[THE TASK] The required result is a copy of each line below in which "Albert" appears.

------------------------

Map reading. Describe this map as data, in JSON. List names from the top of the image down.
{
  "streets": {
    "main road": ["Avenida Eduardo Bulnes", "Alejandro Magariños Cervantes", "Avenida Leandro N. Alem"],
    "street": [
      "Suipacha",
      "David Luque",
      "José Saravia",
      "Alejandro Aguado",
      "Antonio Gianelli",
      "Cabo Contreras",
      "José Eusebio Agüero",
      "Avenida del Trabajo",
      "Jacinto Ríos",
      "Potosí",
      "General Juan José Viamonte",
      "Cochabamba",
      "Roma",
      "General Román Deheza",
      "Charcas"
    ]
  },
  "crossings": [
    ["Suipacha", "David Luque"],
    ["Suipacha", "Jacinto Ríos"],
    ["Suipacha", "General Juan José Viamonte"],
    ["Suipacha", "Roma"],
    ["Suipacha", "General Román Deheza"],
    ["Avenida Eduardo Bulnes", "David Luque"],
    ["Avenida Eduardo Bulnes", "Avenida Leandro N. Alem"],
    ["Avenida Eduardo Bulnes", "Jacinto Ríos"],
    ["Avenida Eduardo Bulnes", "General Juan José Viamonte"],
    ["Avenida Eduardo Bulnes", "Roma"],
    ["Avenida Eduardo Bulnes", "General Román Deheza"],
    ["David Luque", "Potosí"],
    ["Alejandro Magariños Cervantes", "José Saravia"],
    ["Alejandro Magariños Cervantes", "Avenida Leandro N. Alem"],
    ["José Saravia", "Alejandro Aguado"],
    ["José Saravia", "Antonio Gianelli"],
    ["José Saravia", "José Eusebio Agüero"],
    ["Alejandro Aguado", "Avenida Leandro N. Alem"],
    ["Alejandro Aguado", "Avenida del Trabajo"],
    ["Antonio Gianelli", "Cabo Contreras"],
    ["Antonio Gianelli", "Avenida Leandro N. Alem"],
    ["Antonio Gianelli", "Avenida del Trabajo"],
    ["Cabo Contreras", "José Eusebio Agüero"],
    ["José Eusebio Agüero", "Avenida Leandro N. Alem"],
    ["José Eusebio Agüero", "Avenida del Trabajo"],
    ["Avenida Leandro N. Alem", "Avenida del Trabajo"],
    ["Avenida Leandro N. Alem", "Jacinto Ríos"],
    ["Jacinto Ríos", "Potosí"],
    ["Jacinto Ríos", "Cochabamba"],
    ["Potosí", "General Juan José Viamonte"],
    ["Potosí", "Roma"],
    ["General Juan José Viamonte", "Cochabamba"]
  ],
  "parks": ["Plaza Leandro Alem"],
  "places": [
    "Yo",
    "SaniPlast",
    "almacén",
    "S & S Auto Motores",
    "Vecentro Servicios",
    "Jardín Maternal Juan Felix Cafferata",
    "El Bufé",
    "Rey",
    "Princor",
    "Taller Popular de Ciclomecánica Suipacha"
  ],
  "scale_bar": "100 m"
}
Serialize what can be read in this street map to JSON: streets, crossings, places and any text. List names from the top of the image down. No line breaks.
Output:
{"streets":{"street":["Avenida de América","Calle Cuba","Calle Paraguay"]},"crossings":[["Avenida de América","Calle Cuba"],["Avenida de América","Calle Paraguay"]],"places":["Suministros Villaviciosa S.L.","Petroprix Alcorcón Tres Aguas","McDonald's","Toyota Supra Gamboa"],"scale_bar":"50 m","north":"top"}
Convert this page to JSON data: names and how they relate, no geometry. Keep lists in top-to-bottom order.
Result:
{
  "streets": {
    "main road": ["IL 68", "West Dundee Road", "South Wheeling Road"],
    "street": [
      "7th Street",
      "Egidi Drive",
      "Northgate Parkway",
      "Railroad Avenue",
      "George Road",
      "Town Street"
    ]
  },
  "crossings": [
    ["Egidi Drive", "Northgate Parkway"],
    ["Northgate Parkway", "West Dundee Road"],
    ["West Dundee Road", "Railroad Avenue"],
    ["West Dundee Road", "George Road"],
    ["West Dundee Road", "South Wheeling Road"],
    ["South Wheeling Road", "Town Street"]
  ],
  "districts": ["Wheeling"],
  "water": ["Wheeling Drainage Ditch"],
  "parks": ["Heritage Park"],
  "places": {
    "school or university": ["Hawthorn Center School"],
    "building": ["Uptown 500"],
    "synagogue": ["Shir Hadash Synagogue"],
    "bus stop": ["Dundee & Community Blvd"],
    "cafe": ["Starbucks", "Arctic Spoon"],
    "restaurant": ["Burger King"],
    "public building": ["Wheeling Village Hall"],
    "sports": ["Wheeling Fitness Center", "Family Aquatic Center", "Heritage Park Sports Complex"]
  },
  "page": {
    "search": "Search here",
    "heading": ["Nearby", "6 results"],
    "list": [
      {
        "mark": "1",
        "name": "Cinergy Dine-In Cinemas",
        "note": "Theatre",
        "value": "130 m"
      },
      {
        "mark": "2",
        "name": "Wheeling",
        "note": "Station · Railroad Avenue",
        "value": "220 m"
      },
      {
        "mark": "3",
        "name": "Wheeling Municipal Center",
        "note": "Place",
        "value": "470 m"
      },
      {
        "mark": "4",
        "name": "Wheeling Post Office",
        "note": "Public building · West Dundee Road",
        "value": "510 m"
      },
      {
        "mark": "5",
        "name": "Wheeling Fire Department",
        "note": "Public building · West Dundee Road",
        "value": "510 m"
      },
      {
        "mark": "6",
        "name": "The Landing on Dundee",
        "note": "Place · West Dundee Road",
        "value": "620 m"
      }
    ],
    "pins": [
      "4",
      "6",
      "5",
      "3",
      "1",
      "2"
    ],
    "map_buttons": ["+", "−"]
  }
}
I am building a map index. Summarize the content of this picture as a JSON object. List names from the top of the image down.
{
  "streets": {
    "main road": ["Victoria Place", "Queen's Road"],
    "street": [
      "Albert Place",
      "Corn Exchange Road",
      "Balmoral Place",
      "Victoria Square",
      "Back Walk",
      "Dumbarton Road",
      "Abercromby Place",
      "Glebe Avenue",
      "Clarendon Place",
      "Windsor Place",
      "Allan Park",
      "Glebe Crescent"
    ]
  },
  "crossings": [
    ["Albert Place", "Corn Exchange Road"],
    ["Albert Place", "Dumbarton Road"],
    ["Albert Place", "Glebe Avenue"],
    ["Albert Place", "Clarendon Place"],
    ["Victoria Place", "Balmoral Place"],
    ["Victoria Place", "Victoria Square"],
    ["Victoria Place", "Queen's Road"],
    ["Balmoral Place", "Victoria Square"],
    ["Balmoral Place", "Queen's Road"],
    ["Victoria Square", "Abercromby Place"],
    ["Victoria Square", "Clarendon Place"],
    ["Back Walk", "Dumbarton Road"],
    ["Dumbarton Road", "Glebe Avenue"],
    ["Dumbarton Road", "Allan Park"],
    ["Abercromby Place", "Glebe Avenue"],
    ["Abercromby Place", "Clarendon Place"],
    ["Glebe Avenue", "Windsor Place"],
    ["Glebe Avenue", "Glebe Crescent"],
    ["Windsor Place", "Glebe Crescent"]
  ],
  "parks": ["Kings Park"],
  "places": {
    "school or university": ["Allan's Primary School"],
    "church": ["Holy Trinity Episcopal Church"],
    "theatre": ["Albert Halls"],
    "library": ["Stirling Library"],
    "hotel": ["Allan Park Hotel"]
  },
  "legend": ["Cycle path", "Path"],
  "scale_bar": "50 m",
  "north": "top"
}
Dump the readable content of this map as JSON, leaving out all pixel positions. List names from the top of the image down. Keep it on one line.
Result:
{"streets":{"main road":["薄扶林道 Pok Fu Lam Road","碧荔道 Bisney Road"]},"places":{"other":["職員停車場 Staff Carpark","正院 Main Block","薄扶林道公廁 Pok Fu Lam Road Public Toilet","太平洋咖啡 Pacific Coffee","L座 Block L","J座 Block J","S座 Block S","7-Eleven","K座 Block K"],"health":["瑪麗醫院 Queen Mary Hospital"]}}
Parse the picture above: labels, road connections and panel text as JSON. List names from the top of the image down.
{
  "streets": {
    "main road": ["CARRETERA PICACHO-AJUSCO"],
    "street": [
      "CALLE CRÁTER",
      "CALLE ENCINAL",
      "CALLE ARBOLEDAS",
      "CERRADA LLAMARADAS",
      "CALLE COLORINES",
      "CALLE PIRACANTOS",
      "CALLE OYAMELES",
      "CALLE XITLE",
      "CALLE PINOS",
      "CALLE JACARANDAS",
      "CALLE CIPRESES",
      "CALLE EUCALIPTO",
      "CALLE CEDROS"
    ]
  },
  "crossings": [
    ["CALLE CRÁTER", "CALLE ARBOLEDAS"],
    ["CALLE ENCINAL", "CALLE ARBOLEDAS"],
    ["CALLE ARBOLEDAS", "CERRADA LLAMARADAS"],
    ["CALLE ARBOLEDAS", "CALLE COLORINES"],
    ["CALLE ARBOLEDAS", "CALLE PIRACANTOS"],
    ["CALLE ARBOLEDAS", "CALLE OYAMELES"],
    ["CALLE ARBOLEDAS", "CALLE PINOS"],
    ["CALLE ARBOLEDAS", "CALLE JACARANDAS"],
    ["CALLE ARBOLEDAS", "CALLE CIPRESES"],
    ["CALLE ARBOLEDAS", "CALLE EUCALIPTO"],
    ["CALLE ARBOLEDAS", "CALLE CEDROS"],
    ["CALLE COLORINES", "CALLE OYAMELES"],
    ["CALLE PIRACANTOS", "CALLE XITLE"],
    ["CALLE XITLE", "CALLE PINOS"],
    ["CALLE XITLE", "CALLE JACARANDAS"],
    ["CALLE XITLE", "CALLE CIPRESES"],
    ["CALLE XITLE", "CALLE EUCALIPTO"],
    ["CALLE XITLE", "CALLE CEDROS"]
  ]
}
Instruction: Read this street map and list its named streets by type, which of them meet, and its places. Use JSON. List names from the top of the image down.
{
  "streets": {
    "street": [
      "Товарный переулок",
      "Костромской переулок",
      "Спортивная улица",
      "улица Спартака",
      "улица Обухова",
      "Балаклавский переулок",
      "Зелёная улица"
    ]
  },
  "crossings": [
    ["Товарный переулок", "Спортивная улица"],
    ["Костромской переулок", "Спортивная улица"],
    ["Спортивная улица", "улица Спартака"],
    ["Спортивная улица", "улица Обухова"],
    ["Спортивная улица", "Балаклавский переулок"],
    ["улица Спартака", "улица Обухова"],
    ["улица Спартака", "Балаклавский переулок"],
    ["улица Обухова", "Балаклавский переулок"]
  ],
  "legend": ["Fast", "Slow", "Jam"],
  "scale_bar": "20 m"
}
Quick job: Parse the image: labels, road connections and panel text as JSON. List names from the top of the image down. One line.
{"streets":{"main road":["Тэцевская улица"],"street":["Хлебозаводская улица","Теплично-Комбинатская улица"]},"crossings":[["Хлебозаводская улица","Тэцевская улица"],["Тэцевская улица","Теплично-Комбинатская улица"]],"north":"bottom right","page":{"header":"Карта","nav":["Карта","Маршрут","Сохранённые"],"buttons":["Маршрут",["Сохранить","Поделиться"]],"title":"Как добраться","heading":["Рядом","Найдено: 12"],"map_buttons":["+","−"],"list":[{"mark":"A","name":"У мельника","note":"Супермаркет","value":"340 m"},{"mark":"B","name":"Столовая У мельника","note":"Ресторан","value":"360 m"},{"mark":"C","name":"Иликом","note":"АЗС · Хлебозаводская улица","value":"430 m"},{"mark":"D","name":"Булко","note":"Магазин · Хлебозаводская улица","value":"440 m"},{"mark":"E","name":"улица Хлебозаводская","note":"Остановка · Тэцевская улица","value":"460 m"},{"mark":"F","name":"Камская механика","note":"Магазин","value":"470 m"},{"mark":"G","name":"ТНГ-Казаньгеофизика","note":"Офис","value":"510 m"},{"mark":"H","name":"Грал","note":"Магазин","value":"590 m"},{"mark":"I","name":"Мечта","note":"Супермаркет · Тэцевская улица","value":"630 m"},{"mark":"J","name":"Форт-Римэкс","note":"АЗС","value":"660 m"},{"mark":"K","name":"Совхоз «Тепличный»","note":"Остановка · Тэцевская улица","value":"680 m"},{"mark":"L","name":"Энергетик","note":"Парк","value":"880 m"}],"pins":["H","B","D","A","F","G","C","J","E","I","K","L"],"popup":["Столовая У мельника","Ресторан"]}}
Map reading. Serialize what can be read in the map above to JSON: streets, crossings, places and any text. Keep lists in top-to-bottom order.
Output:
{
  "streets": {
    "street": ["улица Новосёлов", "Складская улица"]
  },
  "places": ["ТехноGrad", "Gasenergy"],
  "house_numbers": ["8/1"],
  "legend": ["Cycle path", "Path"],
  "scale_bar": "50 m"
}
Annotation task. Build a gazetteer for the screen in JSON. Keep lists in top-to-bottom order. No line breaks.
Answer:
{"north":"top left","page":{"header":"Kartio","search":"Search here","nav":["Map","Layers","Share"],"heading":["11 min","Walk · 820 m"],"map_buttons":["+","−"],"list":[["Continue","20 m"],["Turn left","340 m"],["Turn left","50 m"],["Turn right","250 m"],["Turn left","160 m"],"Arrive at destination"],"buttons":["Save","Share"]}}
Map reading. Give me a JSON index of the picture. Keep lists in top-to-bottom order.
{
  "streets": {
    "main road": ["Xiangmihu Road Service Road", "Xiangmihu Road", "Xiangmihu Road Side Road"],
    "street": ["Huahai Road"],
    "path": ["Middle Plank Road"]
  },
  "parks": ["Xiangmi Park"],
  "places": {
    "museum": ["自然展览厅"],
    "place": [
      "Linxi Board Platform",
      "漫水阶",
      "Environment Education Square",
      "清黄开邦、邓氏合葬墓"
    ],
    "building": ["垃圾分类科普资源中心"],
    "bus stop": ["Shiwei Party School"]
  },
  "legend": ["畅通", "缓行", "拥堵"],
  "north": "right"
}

------------------------

[TASK OUTPUT]
      "Albert Place",
    ["Albert Place", "Corn Exchange Road"],
    ["Albert Place", "Dumbarton Road"],
    ["Albert Place", "Glebe Avenue"],
    ["Albert Place", "Clarendon Place"],
    "theatre": ["Albert Halls"],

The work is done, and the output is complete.